What Agencies Should Learn from Hollywood

Last week I was talking with Heather Hollick about the core concept of New Media Leaders, the idea of a distributed team of experts who are called in foe a short term engagement to fix a problem.

Humphrey Bogart in Casablanca (1943)

Humphrey Bogart in Casablanca (1943)

Heather mentioned that Hollywood had to turn to that method after the “studio system” finally died off. In the 1920’s through the 1960’s the big Hollywood studios controlled all of the actors, directors, producers and even the theatres.

One vital techniques used to support the studio system was block booking, a system of selling multiple films to a theater as a unit. Such a unit—five films was the standard practice for most of the 1940s—typically included only one particularly attractive film, the rest a mix of A-budget pictures of lesser quality and B movies. Life magazine wrote in 1957 in a retrospective on the studio system:

It wasn’t good entertainment and it wasn’t art, and most of the movies produced had a uniform mediocrity, but they were also uniformly profitable … The million-dollar mediocrity was the very backbone of Hollywood.

Does that sound like your last engagement with an agency?

The goal of an agency is to bring in big clients that have big budgets so that you can hire great people and produce great work. Then you can attract even bigger clients with even bigger budgets.

Nowhere in an agency ethos is “solve our clients problems so they no longer need us”.

Hollywood sign broken

Now there is a free-agent type of thinking in Hollywood. If you want to make a film, you get a budget, hire the best people you can, bring them together and make art. At the end of a few months, everybody disperses to go back to their normal life.

Life on the web is also well-suited for the free-agent type of engagement. Your website doesn’t need a babysitter, it needs more visitors, or conversions, or better content. All of those items come from a short-term engagement with laser-like focus and a teacher’s mentality.

Plan 9 From Outer SpaceThe traditional agency model is very much like MGM and Paramount in the 1940’s. They are stocked with talent and can put out a great product, but also put out B-films at least as often as a gem. In the end, the question is, are you getting Casablanca or Plan 9 from Outer Space?

One of my favorite quotes comes from Roger Sterling in Mad Men (season 1, episode 10 – Long Weekend):

The day you sign a client is the day you start losing them.

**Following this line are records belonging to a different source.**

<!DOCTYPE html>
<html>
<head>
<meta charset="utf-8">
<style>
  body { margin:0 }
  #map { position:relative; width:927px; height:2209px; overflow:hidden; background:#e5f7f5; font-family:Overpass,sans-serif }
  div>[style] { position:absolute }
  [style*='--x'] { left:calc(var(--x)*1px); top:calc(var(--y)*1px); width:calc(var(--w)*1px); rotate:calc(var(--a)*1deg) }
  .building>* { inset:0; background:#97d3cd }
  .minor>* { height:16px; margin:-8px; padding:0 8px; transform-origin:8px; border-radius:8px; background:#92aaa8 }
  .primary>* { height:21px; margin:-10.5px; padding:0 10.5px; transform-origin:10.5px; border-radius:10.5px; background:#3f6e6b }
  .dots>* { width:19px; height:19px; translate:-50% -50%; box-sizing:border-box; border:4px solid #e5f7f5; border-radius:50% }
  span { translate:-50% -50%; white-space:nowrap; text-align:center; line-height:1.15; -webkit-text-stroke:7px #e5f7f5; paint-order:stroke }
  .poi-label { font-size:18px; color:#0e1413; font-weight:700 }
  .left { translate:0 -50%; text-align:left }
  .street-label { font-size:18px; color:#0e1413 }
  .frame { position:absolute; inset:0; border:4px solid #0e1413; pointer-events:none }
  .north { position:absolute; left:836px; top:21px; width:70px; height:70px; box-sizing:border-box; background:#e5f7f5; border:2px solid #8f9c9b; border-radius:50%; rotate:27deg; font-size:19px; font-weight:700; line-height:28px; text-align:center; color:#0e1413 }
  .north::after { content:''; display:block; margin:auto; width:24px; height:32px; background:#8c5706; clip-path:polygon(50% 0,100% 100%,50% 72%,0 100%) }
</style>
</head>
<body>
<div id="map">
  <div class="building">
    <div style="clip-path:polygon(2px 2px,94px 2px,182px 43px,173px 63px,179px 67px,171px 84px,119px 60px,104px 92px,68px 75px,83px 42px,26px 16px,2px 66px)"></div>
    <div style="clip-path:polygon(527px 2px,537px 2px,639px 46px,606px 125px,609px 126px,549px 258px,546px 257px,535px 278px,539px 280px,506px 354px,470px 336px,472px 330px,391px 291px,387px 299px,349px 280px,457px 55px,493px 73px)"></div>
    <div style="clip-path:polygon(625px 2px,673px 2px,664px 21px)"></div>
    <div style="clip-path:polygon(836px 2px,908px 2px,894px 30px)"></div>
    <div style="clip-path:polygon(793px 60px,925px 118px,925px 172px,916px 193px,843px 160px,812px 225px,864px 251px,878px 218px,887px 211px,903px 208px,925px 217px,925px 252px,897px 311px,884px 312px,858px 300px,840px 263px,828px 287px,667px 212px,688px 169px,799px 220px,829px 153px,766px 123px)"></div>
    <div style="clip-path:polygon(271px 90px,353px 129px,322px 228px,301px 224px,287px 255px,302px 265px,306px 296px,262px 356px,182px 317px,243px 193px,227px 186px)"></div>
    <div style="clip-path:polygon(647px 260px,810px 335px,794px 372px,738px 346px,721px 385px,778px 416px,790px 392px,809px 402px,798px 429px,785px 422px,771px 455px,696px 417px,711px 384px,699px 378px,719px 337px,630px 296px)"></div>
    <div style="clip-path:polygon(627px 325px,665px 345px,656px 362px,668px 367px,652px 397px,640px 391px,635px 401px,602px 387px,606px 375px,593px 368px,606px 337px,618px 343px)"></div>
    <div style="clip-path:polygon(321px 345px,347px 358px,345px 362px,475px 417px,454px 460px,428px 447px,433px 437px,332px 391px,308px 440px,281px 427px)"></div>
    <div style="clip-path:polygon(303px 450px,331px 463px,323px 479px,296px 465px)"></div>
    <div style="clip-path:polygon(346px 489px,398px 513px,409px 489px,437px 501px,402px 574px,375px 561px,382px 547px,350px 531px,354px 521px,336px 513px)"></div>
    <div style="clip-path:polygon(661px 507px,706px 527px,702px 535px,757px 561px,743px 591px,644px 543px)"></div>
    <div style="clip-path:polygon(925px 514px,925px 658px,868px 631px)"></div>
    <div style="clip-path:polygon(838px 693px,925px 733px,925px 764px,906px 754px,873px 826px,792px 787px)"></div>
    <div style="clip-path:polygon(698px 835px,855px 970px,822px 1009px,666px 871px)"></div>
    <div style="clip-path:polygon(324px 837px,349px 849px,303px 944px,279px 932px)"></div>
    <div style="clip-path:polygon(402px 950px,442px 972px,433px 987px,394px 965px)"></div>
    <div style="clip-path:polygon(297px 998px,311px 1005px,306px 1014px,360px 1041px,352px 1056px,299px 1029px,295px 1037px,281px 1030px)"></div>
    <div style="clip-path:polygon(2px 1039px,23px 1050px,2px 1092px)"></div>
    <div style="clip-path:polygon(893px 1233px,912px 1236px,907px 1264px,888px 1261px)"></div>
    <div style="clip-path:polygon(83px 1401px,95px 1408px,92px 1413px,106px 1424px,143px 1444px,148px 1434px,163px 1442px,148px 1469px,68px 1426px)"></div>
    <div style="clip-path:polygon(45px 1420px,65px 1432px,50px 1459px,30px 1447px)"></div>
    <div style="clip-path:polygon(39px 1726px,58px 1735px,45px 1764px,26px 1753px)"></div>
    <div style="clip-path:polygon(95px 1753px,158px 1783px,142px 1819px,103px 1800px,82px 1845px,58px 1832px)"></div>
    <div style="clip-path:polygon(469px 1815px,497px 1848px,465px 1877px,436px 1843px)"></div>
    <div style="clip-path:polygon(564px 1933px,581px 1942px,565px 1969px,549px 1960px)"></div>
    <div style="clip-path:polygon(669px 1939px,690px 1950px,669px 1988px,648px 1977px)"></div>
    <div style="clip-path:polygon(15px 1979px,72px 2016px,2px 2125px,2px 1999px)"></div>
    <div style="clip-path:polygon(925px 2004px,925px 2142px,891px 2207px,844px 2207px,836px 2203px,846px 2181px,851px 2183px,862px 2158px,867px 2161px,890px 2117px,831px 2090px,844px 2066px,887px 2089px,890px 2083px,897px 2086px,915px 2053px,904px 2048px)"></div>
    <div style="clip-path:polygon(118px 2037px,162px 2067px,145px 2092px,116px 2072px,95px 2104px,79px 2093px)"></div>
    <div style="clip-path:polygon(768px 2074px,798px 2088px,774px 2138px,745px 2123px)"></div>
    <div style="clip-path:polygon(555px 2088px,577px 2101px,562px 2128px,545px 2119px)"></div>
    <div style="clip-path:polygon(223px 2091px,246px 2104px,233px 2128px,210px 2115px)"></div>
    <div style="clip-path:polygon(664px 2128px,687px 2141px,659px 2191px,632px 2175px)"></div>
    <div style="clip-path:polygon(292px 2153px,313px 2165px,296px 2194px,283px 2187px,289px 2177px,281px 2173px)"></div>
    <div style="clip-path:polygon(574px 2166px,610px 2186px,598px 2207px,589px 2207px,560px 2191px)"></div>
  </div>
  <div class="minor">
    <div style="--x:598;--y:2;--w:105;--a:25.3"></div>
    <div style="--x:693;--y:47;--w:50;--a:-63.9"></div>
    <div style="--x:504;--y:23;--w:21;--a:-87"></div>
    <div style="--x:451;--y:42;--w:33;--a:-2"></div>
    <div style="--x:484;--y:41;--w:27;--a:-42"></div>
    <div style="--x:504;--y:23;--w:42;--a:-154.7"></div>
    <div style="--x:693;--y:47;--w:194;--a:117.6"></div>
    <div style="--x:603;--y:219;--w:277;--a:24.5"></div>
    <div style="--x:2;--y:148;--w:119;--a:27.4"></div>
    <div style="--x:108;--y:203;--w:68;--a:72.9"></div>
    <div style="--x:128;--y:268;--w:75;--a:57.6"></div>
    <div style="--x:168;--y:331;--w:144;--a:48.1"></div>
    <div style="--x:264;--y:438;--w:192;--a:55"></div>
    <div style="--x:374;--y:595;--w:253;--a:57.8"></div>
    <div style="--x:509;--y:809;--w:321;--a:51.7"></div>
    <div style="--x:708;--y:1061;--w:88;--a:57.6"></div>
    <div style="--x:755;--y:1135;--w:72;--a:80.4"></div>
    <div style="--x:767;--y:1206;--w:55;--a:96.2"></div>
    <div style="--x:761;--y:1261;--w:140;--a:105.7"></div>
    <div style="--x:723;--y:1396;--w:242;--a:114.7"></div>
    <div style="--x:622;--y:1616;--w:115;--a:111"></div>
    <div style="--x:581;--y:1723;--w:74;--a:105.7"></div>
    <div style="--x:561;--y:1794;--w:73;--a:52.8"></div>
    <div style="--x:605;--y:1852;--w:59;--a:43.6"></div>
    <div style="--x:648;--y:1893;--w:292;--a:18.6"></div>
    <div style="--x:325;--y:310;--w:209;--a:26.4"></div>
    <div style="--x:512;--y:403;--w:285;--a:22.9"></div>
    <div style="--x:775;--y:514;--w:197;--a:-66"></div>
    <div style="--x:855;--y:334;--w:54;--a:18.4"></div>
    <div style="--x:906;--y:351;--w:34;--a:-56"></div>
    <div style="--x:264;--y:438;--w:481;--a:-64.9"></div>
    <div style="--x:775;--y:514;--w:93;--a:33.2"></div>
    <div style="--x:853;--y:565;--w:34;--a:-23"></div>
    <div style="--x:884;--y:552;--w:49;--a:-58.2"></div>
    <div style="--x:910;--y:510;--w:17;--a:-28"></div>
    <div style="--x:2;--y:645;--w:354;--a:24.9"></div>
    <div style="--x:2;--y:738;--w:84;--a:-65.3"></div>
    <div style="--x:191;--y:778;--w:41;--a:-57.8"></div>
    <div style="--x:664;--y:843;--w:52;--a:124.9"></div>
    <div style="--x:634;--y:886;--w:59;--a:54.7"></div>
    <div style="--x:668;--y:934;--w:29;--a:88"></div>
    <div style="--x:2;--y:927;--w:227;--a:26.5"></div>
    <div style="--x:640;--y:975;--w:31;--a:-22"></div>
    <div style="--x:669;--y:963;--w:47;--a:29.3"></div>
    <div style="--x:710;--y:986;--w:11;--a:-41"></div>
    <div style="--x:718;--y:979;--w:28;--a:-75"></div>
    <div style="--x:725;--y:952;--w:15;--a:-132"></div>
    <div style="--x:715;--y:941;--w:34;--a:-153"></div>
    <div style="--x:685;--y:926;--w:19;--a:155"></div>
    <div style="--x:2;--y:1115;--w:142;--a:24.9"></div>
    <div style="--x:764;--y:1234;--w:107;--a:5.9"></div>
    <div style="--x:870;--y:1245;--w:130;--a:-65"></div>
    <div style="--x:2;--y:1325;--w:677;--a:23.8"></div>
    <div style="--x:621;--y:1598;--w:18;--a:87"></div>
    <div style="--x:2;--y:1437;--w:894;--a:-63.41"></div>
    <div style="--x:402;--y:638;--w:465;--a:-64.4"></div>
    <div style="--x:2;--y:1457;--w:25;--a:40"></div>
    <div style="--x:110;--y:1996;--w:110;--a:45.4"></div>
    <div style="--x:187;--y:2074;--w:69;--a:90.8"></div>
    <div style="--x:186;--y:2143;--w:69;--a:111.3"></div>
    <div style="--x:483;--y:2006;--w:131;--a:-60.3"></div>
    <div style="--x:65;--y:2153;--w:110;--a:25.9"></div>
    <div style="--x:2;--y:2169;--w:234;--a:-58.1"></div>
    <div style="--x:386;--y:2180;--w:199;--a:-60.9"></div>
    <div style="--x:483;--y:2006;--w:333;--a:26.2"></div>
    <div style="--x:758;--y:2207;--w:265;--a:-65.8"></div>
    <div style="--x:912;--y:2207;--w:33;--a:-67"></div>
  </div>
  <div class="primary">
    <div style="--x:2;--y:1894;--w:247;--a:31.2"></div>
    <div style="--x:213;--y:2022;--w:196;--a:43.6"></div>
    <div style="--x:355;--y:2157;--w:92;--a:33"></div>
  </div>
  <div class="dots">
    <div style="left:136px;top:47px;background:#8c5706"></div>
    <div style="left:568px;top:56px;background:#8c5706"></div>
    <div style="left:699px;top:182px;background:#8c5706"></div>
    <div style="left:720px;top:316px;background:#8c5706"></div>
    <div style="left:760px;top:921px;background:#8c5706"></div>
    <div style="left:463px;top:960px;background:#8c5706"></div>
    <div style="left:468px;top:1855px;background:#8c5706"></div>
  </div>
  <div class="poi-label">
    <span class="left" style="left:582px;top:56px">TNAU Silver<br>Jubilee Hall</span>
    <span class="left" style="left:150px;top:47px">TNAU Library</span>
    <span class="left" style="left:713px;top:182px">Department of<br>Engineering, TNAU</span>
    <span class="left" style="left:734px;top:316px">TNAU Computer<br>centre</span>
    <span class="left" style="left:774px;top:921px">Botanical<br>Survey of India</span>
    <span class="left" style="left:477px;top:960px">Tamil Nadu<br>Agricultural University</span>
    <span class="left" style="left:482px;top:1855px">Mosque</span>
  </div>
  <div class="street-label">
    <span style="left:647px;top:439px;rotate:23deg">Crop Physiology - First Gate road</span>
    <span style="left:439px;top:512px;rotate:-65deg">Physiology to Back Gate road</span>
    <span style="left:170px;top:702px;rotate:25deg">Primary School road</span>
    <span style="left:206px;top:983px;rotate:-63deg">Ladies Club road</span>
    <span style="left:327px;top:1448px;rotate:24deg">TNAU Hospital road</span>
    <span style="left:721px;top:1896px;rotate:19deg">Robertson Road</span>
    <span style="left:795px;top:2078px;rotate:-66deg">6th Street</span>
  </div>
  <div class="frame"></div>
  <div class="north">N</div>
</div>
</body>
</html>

At the agencies I’ve worked at, that was always the case. An agency is never as attractive as the day you sign the first big contract when they’ve spent weeks or months courting you and promising you the moon.

Comments

  1. Evan Kopelson says

    This article is absolutely true yet it leaves out the cyclical nature of the entertainment business and what’s happening now in Hollywood. Today it’s easier to get independent movies made with major directors raising their budgets on Kickstarter, but securing distribution in movie theaters is harder than ever, and so even though it’s easier to make those smaller budget movies, it’s harder to get them seen. That’s why we’re seeing a resurgence of big studio tentpole rebrands (think “Beverly Hills Cop 4″ and “Insert Movie Title Here part 6″) and budgets are going higher and higher, over $200Million, as studios are struggling to get people into movie theater seats by spending more and more on “above the line” talent and special effects, and often their efforts are still failing. The entertainment business as we once knew it is gone. What the article gets right is that the studio system behemoth crashed once, and although it doesn’t say this in so many words, it’s about to crash again. And while it’s not exactly clear where the future of the entertainment business lies for independent filmmakers, it is true that the marketplace is shifting and there are more ways to get your movie in front of an audience today than ever before… just not necessarily in movie theaters. The analogies to Digital Agencies are spot on. As web development tools and creative software proliferate and become more affordable and in some cases even free in the cloud, and as the talent pool continues to expand, and individuals become more resourceful, the digital marketplace is getting more competitive and the big agencies are going to have to work harder to keep up with the changes.

    • Phil Buckley says

      Your right Evan, I think everyone can agree that the current quality of big budget movies coming out of Hollywood is pretty bad.

      I think many of us feel that the overall quality of product coming out of any large integrated business these days lacks the excitement and soul that makes things interesting to the zero-attention-span web consumer.